Doug Dawkins in “Birds of a Feather”

On the White Horse Inn blog, Michael Horton has an excellent piece on the criticism of The New Atheists from within. One of their own, Terry Eagleton, wrote a book in 2009 criticizing The New Atheists’ approach to combating the Christian tradition. As I read the post, the New Atheists’–especially Richard Dawkins’–problems are twofold: ignorance and arrogance. Or as Horton more nicely puts it, they get Christianity wrong, and their smug rationalism allows them to ignore the realities that otherwise militate against their position.

As I was reading this post on Ron Paul, I couldn’t help but think the same thing about the Federal Visionaries, particularly Doug Wilson.

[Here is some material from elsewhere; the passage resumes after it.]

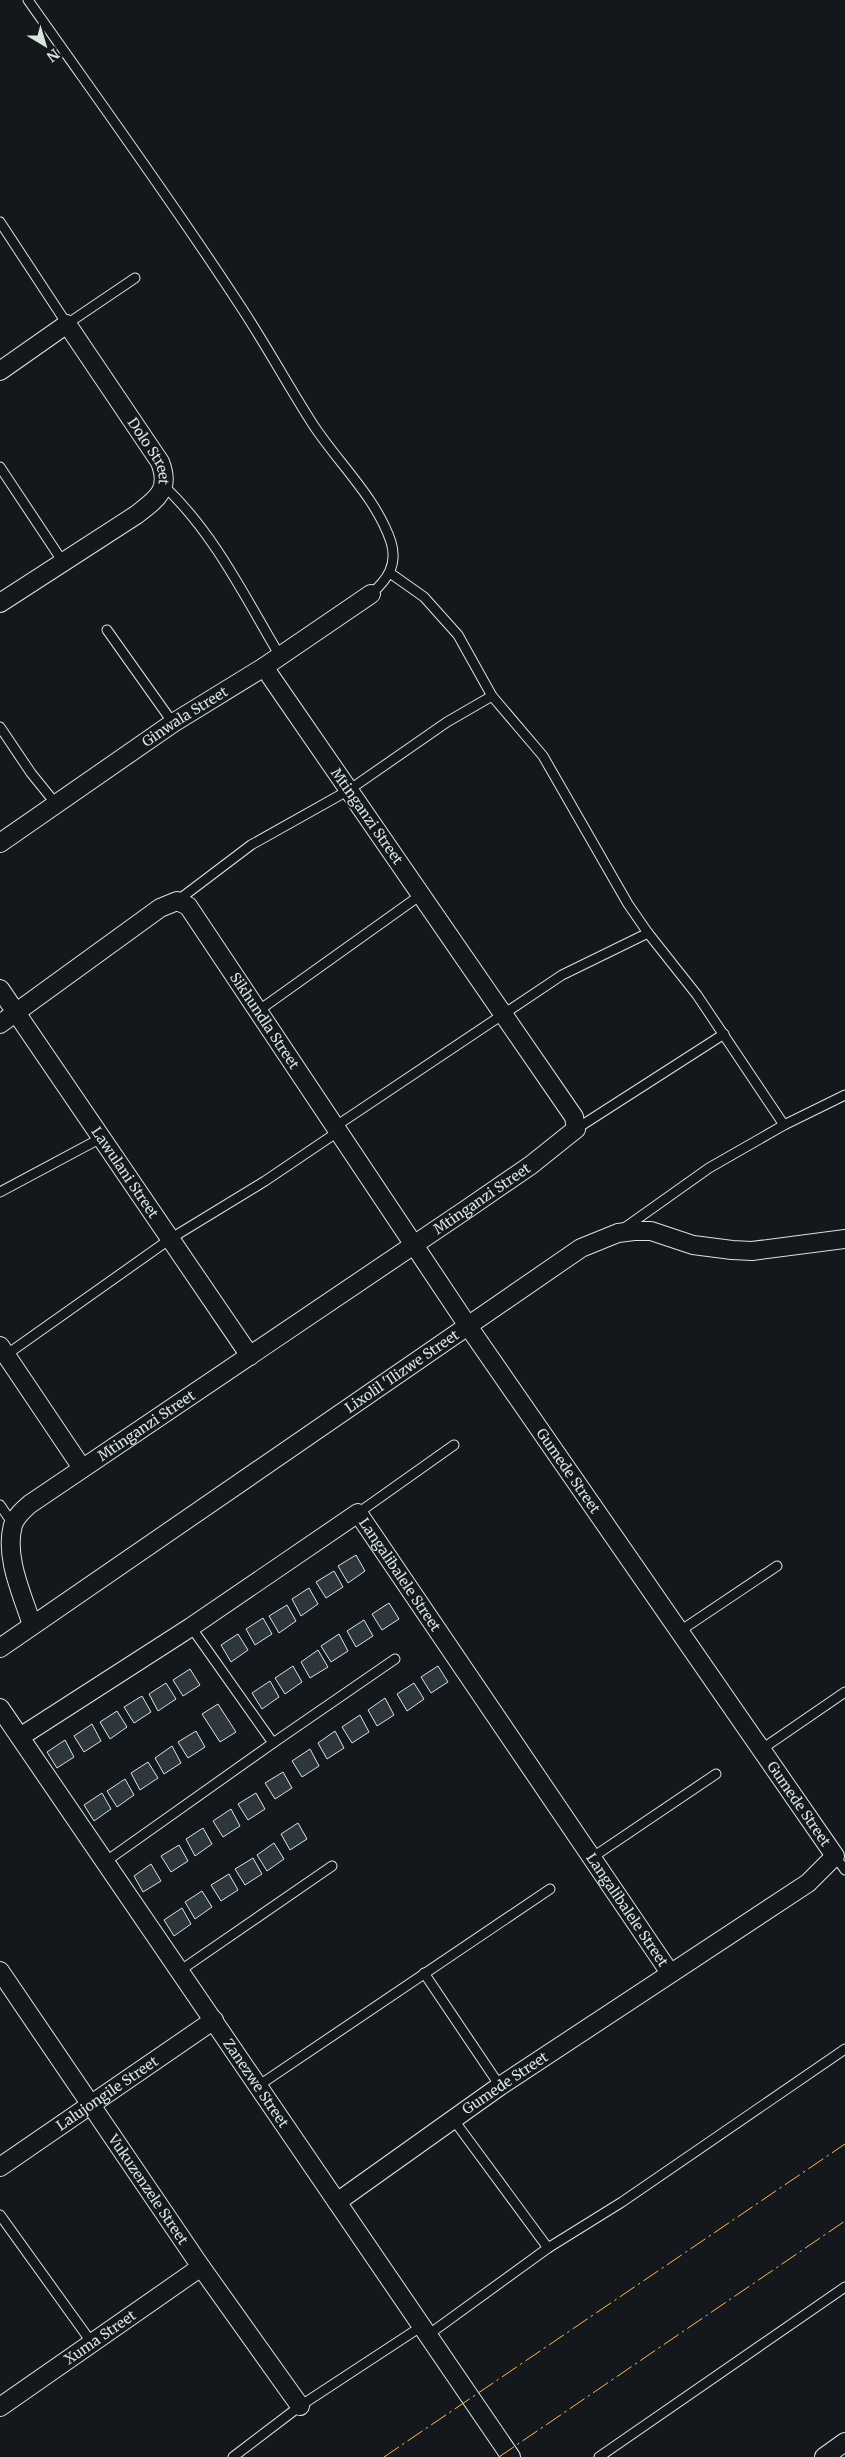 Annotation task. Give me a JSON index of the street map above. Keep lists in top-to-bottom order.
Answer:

In this note, Wilson takes Paul to task on an abortion question. Here’s what he writes:

In response to this question, Ron Paul said that a woman who is raped should go to an emergency room immediately, and get a shot of estrogen, which would prevent the implantation of a conceived child in the uterine wall. Further, he said that he would administer that shot of estrogen. Piers Morgan, astonished, said that he thought Ron Paul believed life begins at conception. Ron Paul said that he did, but that we don’t know at that point whether the woman is pregnant.

This, in effect, was saying that if we don’t know if someone is living in a room then it must be okay to fill it up with poison gas.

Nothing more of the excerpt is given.